If the web server or API gateway has a built-in facility for validating access tokens or JWTs, use that instead of trying to roll your own validation code. The Nimbus JOSE+JWT library also has a facility for validating JWT-encoded access tokens.

3.2 Identifier-based (opaque)

  1. Inspect the access token at the token introspection endpoint.

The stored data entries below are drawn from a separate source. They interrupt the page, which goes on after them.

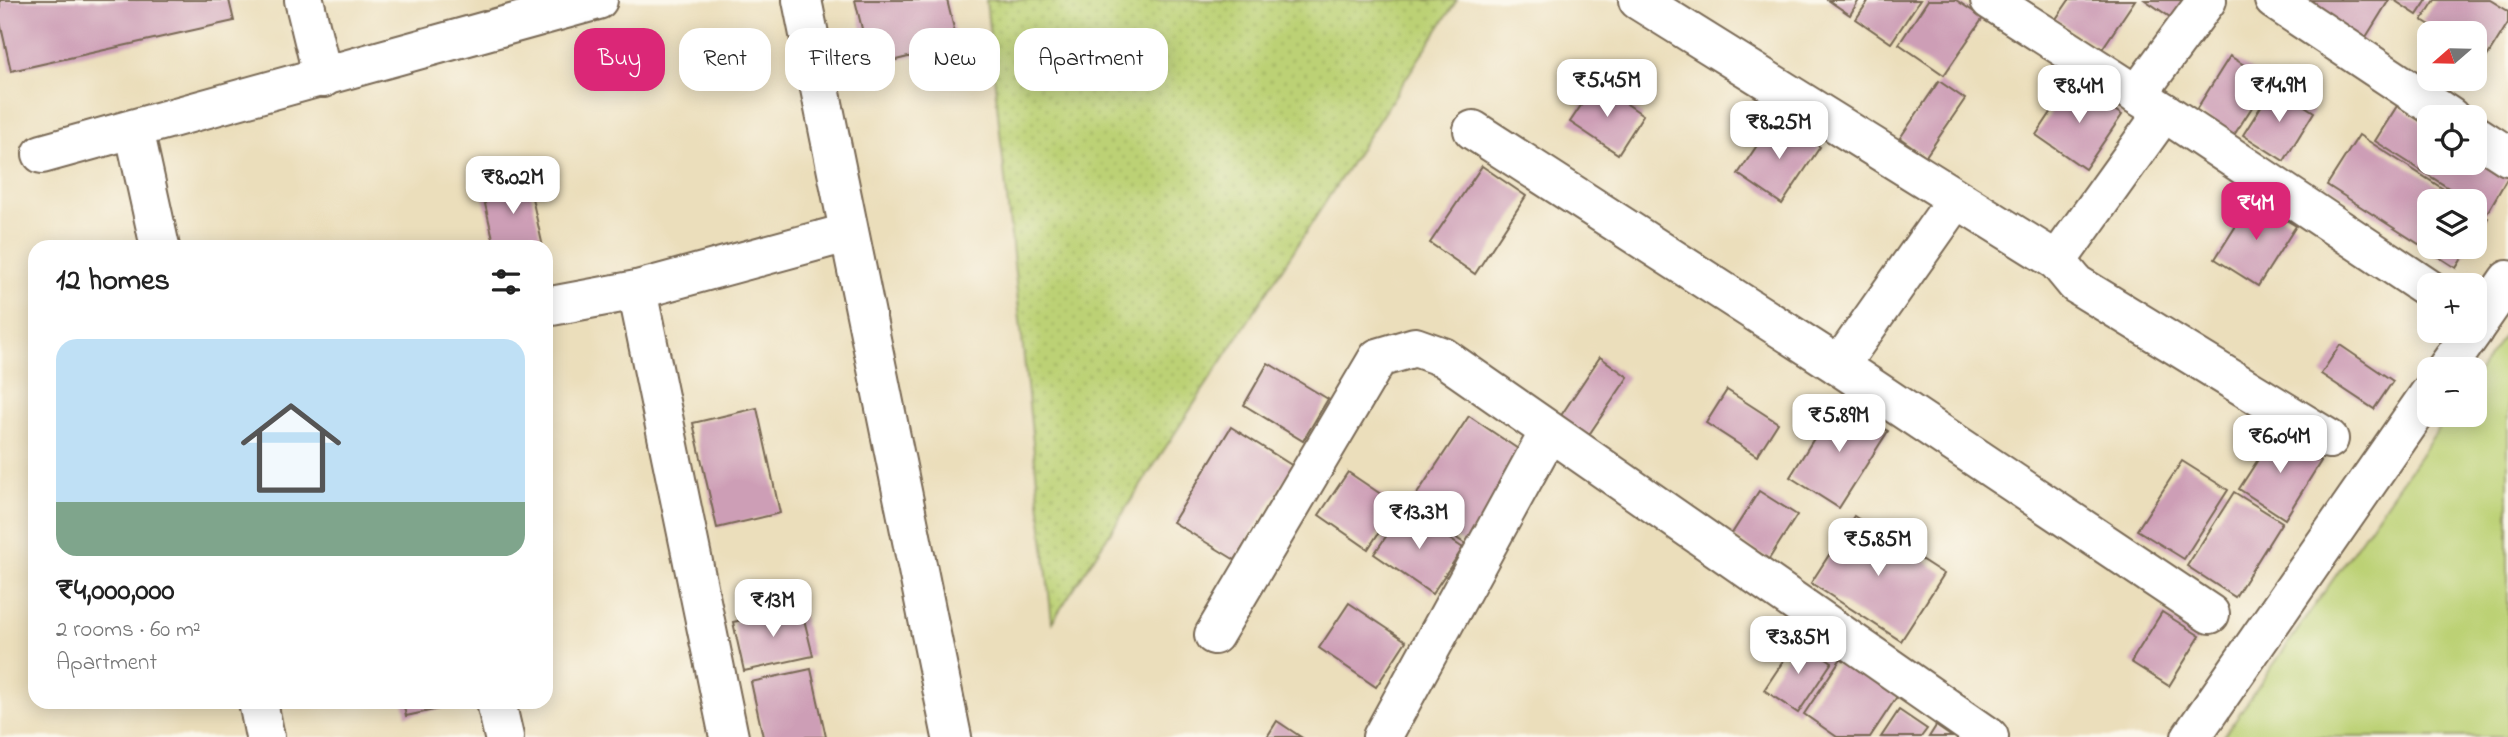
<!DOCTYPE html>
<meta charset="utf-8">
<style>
body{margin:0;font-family:"Indie Flower",sans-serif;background:#f2f2f2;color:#222;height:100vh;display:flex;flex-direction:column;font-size:26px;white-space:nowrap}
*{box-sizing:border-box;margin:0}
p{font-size:23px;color:#767676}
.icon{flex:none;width:38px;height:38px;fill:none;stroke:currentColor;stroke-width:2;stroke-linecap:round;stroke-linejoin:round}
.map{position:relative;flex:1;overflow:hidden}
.details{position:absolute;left:28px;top:240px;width:525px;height:469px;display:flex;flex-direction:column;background:#fff;border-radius:21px;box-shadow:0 4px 18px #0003}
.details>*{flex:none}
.banner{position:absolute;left:574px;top:28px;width:665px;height:63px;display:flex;gap:14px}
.needle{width:46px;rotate:250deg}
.controls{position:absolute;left:2417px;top:21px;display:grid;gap:14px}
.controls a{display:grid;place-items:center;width:70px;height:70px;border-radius:14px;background:#fff;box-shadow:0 4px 18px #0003;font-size:35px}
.price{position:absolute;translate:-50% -60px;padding:0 16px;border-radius:14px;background:#fff;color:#222;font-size:23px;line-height:46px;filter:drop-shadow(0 2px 4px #0008)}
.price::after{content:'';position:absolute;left:50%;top:42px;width:21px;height:16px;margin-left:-10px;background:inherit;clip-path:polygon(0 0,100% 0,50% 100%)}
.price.active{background:#db2777;color:#fff}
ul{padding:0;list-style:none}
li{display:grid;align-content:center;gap:14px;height:371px;padding:0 28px}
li+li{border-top:2px solid #e0e0e0}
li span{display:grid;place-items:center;height:217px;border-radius:21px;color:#555}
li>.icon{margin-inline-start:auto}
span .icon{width:126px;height:126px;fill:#fffc;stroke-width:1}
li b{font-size:30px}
h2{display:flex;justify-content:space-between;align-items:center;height:84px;padding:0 28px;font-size:30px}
.chip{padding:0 24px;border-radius:21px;background:#fff;box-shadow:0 4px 18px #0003;font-size:24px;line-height:63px}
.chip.active{background:#db2777;color:#fff}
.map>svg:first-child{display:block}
.green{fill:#bcd175;stroke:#7c7e4a;stroke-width:2}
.park{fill:url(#park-dots);stroke:#7c7e4a;stroke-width:2}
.building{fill:#cd9eb6}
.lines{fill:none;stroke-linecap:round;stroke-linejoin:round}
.minor-casing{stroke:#796955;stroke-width:42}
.minor{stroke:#fff;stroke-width:38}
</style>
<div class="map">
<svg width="2508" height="737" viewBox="0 0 2508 737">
<defs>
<pattern id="park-dots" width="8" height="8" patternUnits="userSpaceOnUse" patternTransform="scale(1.75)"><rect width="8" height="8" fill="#bcd175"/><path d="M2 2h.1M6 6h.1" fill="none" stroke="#a2b465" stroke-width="1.8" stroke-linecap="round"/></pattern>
</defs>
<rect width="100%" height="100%" fill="#fbf7ec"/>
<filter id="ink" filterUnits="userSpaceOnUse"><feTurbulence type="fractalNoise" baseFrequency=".0143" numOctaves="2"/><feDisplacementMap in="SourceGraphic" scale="14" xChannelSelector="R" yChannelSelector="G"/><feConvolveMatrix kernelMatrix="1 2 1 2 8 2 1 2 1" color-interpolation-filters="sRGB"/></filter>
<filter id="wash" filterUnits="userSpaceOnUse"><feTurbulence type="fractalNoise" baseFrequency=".00686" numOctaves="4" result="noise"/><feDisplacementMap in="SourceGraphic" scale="28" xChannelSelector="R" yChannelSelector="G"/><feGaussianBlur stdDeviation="1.57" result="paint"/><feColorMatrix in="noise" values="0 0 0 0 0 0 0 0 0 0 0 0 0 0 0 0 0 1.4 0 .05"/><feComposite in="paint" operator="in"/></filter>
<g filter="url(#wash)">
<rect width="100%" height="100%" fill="#ebdebb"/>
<path class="green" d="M2508,329V737H2223L2448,415H2474L2475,377Z"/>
<path class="park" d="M986,0H1457L1052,622Z"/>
<g id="blocks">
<g class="building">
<path d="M0,0H229L234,21L11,71L0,22Z"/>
<path d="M855,0H947L958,45L871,66Z"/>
<path d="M1828,0H1859L1850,15Z"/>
<path d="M1869,0H1920L1891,43L1856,19Z"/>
<path d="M1928,0H1956L1983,18L1944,75L1899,44Z"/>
<path d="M2069,0H2135L2102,49L2056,19Z"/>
<path d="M2145,0H2189L2176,21Z"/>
<path d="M2305,0H2389L2361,45Z"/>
<path d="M2394,0H2427L2417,15Z"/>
<path d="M2435,0H2490L2508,11V23L2485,60L2474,54V33H2443L2422,20Z"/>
<path d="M2230,56L2269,81L2234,135L2196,110Z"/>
<path d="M1939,81L1965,99L1926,156L1900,138Z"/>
<path d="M2072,81L2122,115L2085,169L2036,135Z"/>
<path d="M1596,83L1643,115L1618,154L1570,122Z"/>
<path d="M2274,86L2314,112L2284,161L2243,135Z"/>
<path d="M2397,106L2429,126V163H2474V155L2508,177L2487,213L2474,205V201H2469L2375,141Z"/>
<path d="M1776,117L1820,147L1782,204L1738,174Z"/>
<path d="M2359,135L2462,201H2429V247H2469L2456,268L2327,185Z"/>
<path d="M1482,166L1526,196L1475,274L1430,243Z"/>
<path d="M528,180L543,247H495L482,191Z"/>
<path d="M2253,199L2296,226L2258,286L2215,259Z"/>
<path d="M2474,209L2488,218L2474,239Z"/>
<path d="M2340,345L2393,381L2374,409L2321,374Z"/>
<path d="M1600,357L1628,377L1586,439L1558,420Z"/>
<path d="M1268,363L1328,399L1303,441L1244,405Z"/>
<path d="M1727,390L1778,423L1757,456L1706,423Z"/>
<path d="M1838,400L1888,431L1839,508L1790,477Z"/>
<path d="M757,408L780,513L717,528L693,423Z"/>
<path d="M1469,416L1527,455L1467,545L1409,506Z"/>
<path d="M1231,427L1293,466L1235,560L1173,522Z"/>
<path d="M2276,432L2321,461L2285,519L2239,489Z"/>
<path d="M2182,461L2228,490L2184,559L2137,530Z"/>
<path d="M1348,472L1397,505L1368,549L1319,515Z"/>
<path d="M1759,491L1797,515L1769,559L1731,535Z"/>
<path d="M2234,492L2282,522L2235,597L2187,566Z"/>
<path d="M1405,509L1463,548L1432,594L1374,554Z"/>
<path d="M1854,516L1944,574L1901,641L1811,583Z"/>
<path d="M1349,603L1406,641L1376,687L1319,648Z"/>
<path d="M801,607L813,656L744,671L733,622Z"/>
<path d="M2162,612L2200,636L2169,686L2131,662Z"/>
<path d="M1798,639L1832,662L1798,713L1764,690Z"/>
<path d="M1842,657L1898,695L1870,737H1837L1804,714Z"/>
<path d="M811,669L826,737H763L751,682Z"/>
<path d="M403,702H467V703L406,716Z"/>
<path d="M1899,710L1927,729L1921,737H1881Z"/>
<path d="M1277,721L1301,737H1267Z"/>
<path d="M1936,726L1952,737H1929Z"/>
</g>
</g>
</g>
<g filter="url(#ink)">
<use href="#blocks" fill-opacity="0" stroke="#796955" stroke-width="2"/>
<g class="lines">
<g class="minor-casing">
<g id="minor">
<path d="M304,0L323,78"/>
<path d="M802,0L952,737"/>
<path d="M1638,0L2057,261L2076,284L2329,439"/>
<path d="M1990,0L2164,112L2429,289"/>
<path d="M2274,0L2450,117"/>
<path d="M2137,95L2207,0"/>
<path d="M134,129L160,247"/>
<path d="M1473,130L1839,366L2210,614"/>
<path d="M2474,134L2508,156"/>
<path d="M42,154L598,0"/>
<path d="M2057,261L2164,112"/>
<path d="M637,290L729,737"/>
<path d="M546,307L637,290L847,233"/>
<path d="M2474,329L2508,280"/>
<path d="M1839,366L1956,200"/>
<path d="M2446,369L2473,331"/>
<path d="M1214,635L1378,358L1415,347L1443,357L1989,737"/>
<path d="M258,702L265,737"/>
<path d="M496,702L504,737"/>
<path d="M1382,737L1549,432"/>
<path d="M2191,737L2429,394"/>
</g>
</g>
<use href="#minor" class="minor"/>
</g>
</g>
</svg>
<div class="controls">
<a><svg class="needle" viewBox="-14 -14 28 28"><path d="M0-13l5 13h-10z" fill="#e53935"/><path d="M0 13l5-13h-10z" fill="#767676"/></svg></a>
<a><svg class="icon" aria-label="locate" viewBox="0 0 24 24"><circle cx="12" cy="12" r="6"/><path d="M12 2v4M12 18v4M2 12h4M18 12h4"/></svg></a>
<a><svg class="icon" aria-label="layers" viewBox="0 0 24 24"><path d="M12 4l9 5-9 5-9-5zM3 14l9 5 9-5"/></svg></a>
<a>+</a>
<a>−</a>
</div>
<b class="price" style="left:1607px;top:119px">₹5.45M</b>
<b class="price" style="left:2279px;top:124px">₹14.9M</b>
<b class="price" style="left:2079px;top:125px">₹8.4M</b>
<b class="price" style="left:1779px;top:161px">₹8.25M</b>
<b class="price" style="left:513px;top:216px">₹8.02M</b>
<b class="price active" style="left:2256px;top:242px">₹4M</b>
<b class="price" style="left:1839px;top:454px">₹5.89M</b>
<b class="price" style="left:2280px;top:475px">₹6.04M</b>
<b class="price" style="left:1419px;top:551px">₹13.3M</b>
<b class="price" style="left:1878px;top:578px">₹5.85M</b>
<b class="price" style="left:773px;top:639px">₹13M</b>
<b class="price" style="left:1798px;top:676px">₹3.85M</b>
<div class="banner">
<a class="chip active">Buy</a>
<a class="chip">Rent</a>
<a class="chip">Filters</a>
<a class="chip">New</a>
<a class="chip">Apartment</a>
</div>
<section class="details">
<h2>12 homes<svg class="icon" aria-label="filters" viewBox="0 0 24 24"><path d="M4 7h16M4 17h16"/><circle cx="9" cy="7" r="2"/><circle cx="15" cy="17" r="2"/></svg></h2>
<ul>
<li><span style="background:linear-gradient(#bfe0f5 75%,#7fa58c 0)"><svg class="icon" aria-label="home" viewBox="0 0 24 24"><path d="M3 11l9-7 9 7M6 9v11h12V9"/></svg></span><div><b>₹4,000,000</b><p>2 rooms · 60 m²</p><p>Apartment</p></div></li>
</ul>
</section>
</div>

Note that in order to inspect a token at the Connect2id server endpoint the resource server must authenticate itself, or include a valid token authorisation.
  2. Ensure the aud (audience), if set, contains the resource server.
  3. If the token must be client certificate bound, or of type DPoP, check the binding by examining the “cnf” (confirmation) claim.
  4. Finally, get the token scope and any other necessary parameters to process the request.

Example introspection request:

POST /token/introspect HTTP/1.1
Host: c2id.com
Content-Type: application/x-www-form-urlencoded
Authorization: Basic czZCaGRSa3F0MzpnWDFmQmF0M2JW

token=giuLtTTnya5XpHVKNopT9w.gepM14CKpHcWloJ3XqMtvA

If required by the application the resource server can enforce single use of the access token (for an identifier-based access token) by including the optional revoke=true form parameter. The Connect2id server will invalidate the access token after completing its introspection.

If the token is invalid or has an insufficient scope, return an error as explained above in the section for self-contained tokens.

The token introspection response can be customised with a plugin.